SPIFA Urban Ipixuna Season: summarise results
Visualise and summarise the results of SPIFA models.
Load required libraries and data
rm(list = ls())
library(day2day)
library(dplyr)
#>
#> Attaching package: 'dplyr'
#> The following objects are masked from 'package:stats':
#>
#> filter, lag
#> The following objects are masked from 'package:base':
#>
#> intersect, setdiff, setequal, union
library(mirt)
#> Loading required package: stats4
#> Loading required package: lattice
library(spifa)
library(tidyr)
library(sf)
#> Linking to GEOS 3.10.2, GDAL 3.4.1, PROJ 8.2.1; sf_use_s2() is TRUE
library(purrr)
library(ggplot2)
path_main <- git_path()
path_data <- file.path(path_main, "data")

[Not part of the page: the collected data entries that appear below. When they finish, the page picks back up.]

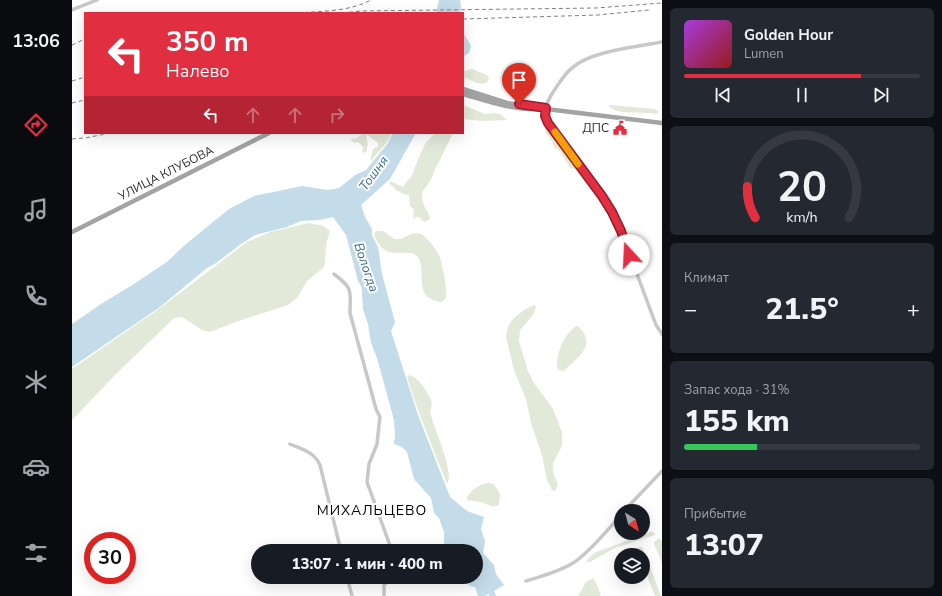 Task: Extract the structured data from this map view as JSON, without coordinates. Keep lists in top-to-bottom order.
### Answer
{
  "streets": {
    "main road": ["УЛИЦА КЛУБОВА"]
  },
  "districts": ["МИХАЛЬЦЕВО"],
  "water": ["Тошня", "Вологда"],
  "places": {
    "public building": ["ДПС"]
  },
  "north": "bottom right",
  "page": {
    "tabs": "13:06",
    "turn": ["350 m", "Налево"],
    "song": ["Golden Hour", "Lumen"],
    "tile": [
      "Климат",
      ["Запас хода · 31%", "155 km"],
      ["Прибытие", "13:07"]
    ],
    "heat": ["−", "21.5°", "+"],
    "limit": "30",
    "trip": "13:07 · 1 мин · 400 m",
    "gauge": ["20", "km/h"]
  }
} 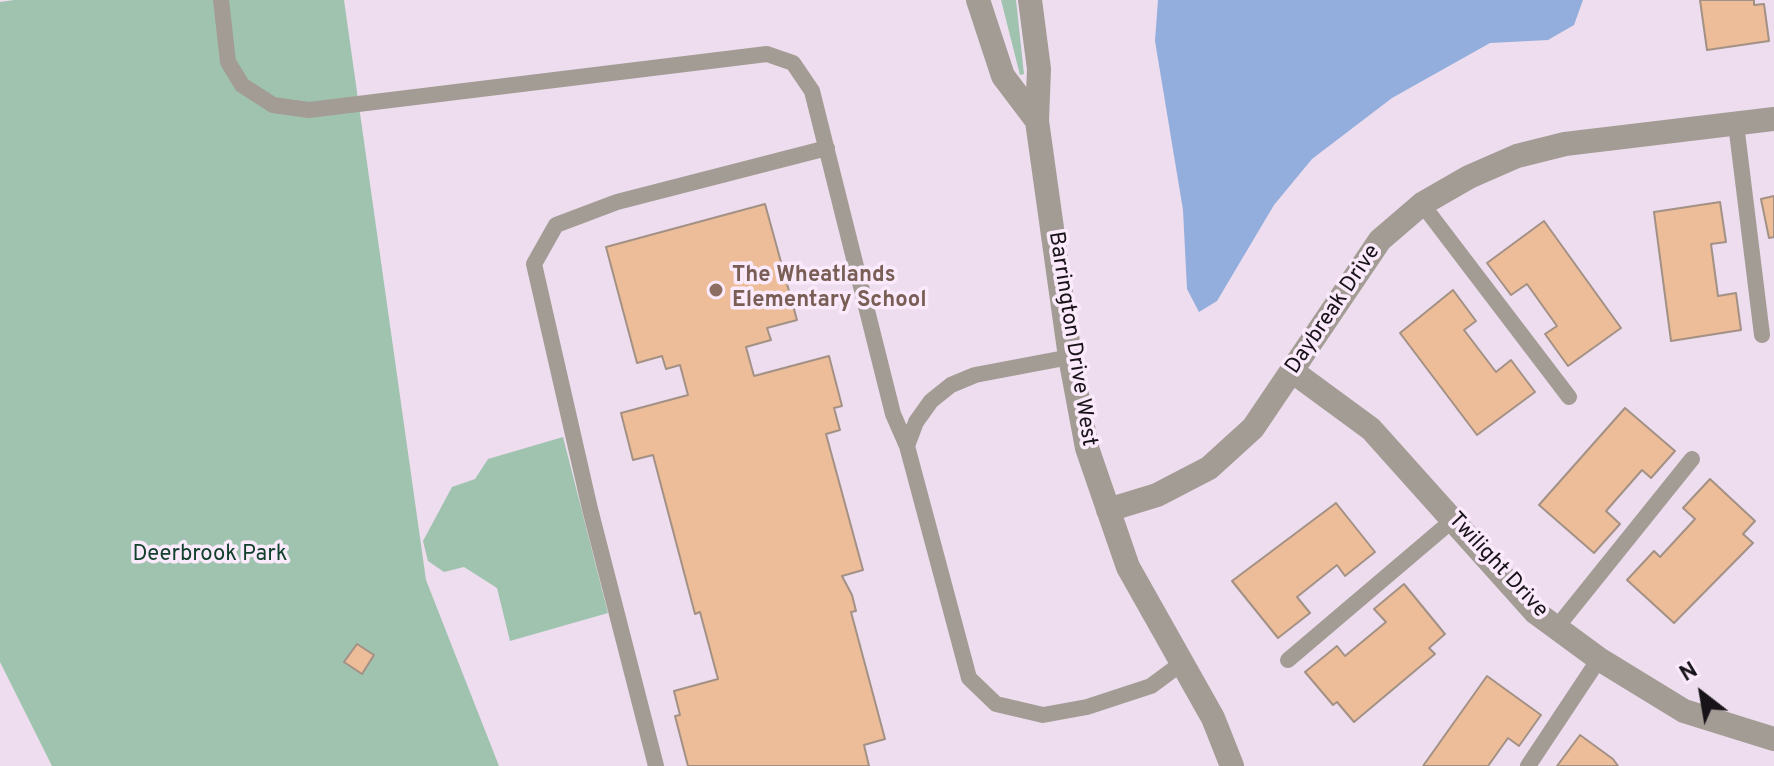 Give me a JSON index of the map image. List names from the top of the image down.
{
  "streets": {
    "street": ["Daybreak Drive", "Barrington Drive West", "Twilight Drive"]
  },
  "crossings": [
    ["Daybreak Drive", "Barrington Drive West"],
    ["Daybreak Drive", "Twilight Drive"]
  ],
  "parks": ["Deerbrook Park"],
  "places": ["The Wheatlands Elementary School"],
  "north": "top left"
} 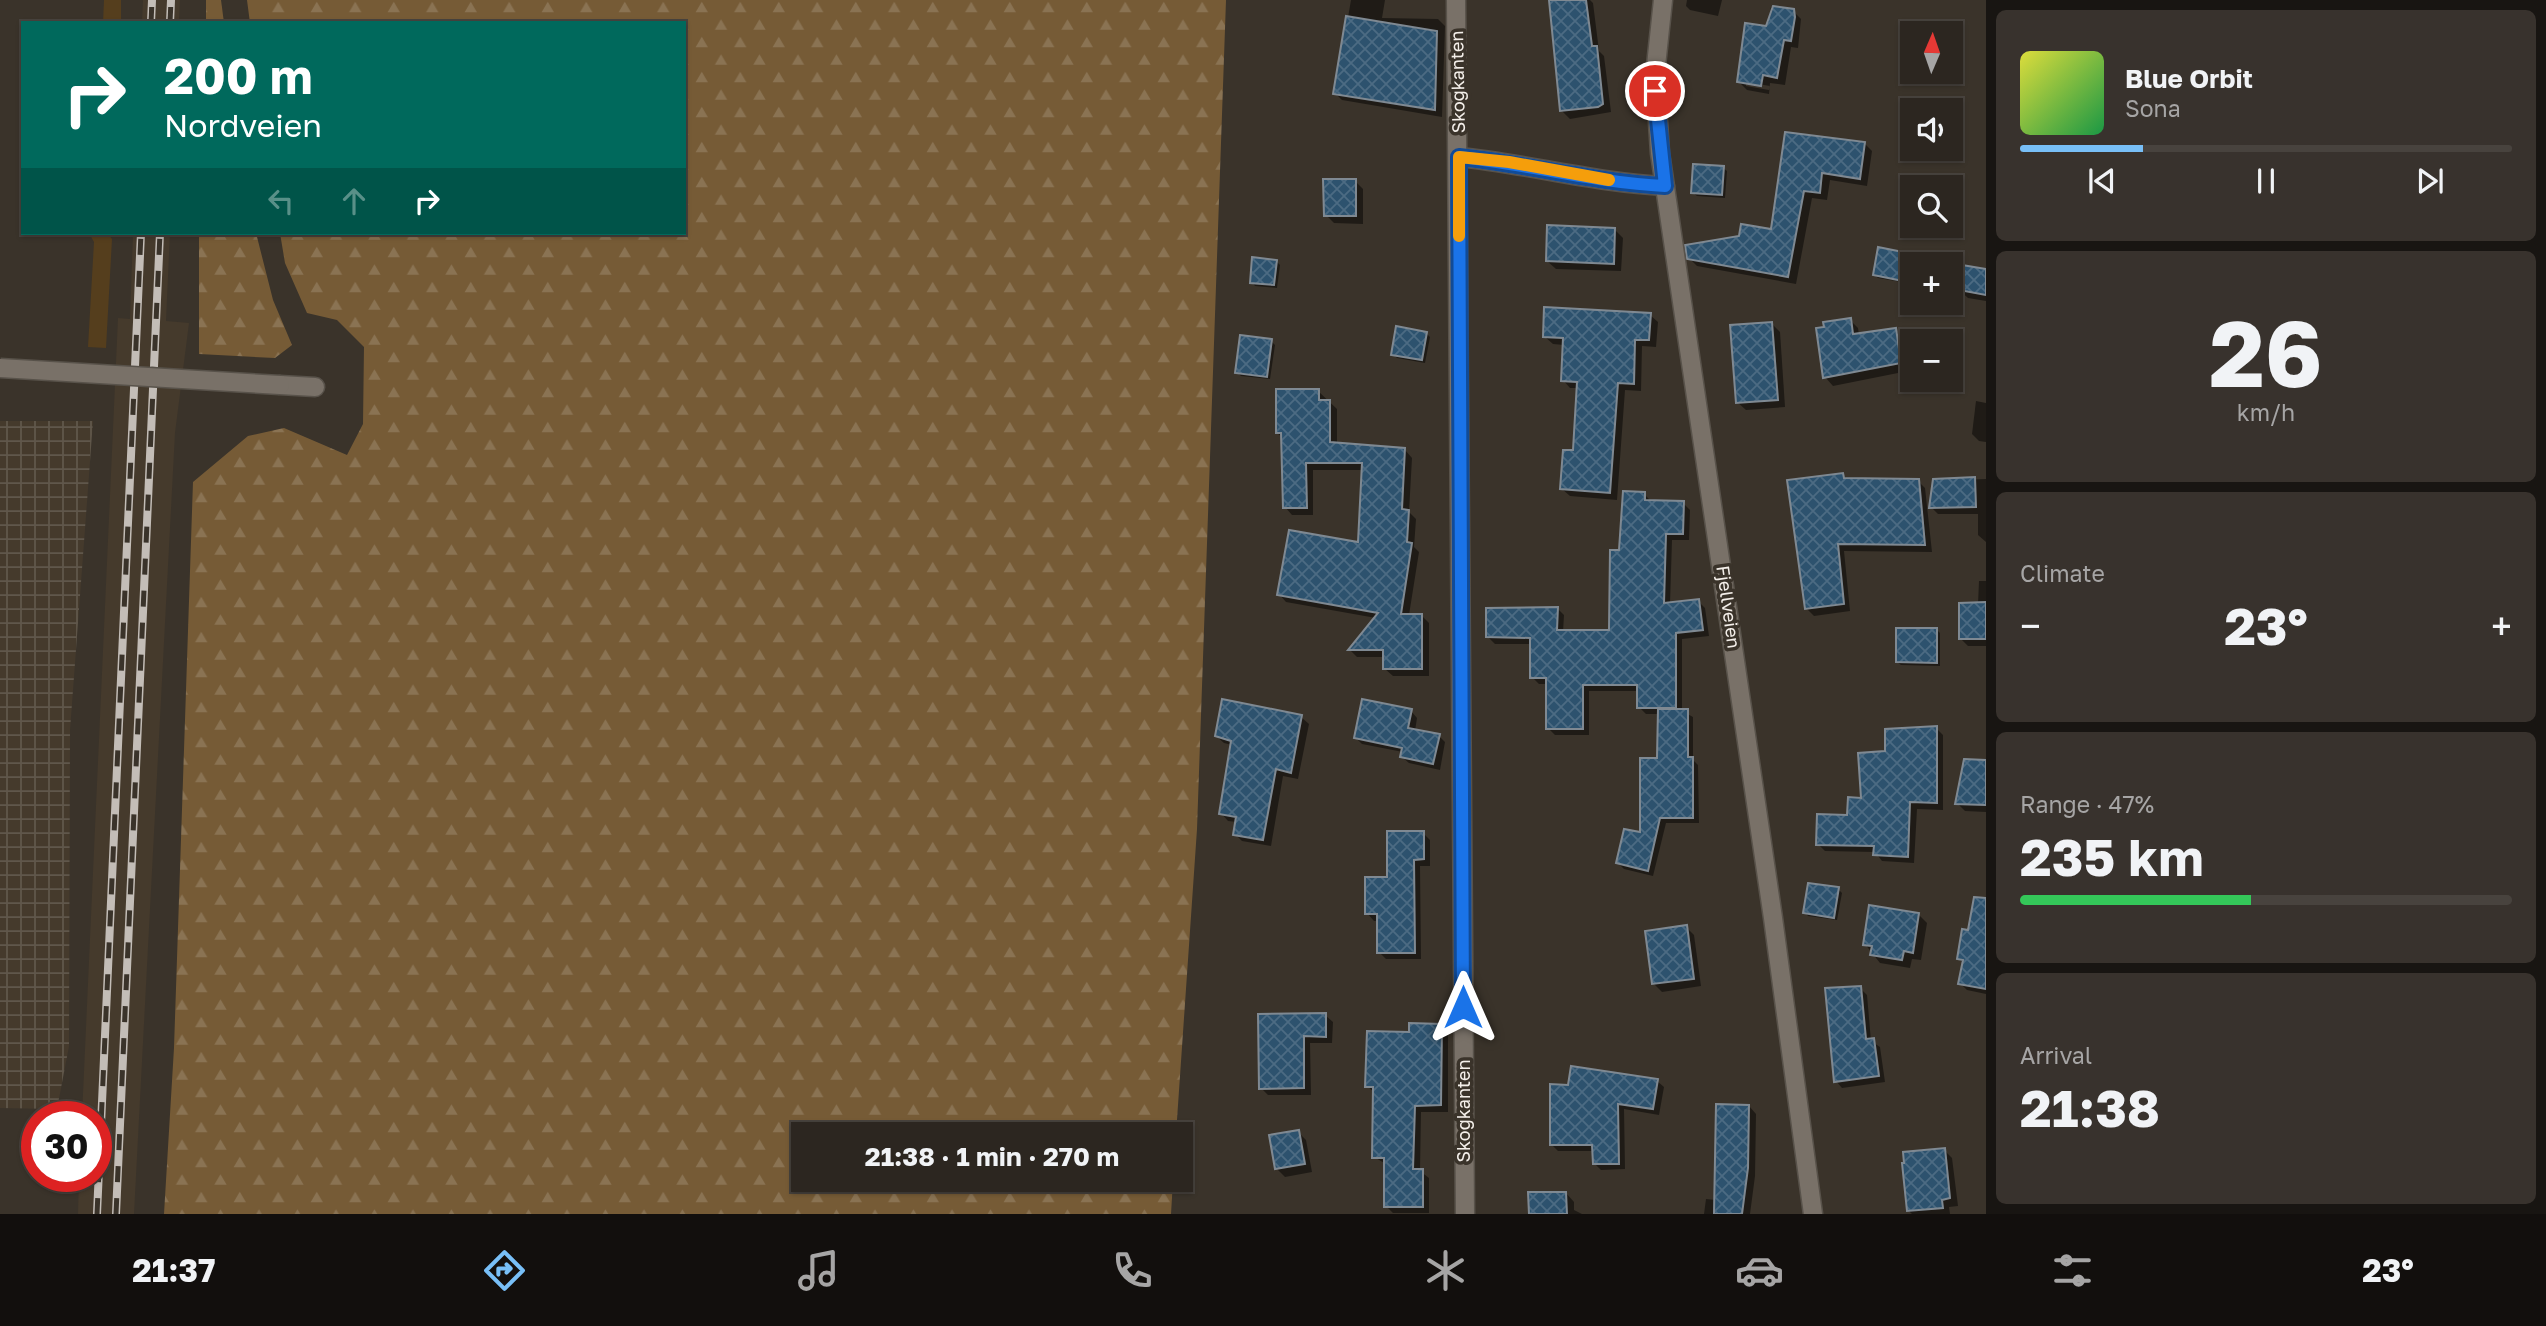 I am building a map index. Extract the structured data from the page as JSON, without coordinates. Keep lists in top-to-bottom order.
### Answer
{
  "streets": {
    "street": ["Skogkanten", "Fjellveien"]
  },
  "north": "top",
  "page": {
    "map_buttons": ["+", "−"],
    "turn": ["200 m", "Nordveien"],
    "song": ["Blue Orbit", "Sona"],
    "tile": [
      ["26", "km/h"],
      "Climate",
      ["Range · 47%", "235 km"],
      ["Arrival", "21:38"]
    ],
    "heat": ["−", "23°", "+"],
    "limit": "30",
    "trip": "21:38 · 1 min · 270 m",
    "tabs": ["21:37", "23°"]
  }
}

path_raw <- file.path(path_data, "raw")
path_processed <- file.path(path_data, "processed")
path_modelled <- file.path(path_data, "modelled")
fidata <- file.path(path_processed, "fi-items-ipixuna-urban.gpkg") |>
st_read(as_tibble = TRUE)
#> Reading layer `fi-items-ipixuna-urban' from data source
#> `/home/rstudio/documents/projects/food-insecurity-mapping/data/processed/fi-items-ipixuna-urban.gpkg'
#> using driver `GPKG'
#> Simple feature collection with 200 features and 36 fields
#> Geometry type: POINT
#> Dimension: XY
#> Bounding box: xmin: -71.70038 ymin: -7.06058 xmax: -71.68109 ymax: -7.03724
#> Geodetic CRS: WGS 84
samples1 <- readRDS(file.path(path_modelled, "spifa-ipixuna-urban-dry-1gp.rds"))
samples2 <- readRDS(file.path(path_modelled, "spifa-ipixuna-urban-wet-1gp.rds"))
samples3 <- readRDS(file.path(path_modelled, "spifa-ipixuna-urban-dry-2gp.rds"))
samples4 <- readRDS(file.path(path_modelled, "spifa-ipixuna-urban-wet-2gp.rds"))
samples5 <- readRDS(file.path(path_modelled, "spifa-ipixuna-urban-dry-3gp.rds"))
samples6 <- readRDS(file.path(path_modelled, "spifa-ipixuna-urban-wet-3gp-restricted.rds"))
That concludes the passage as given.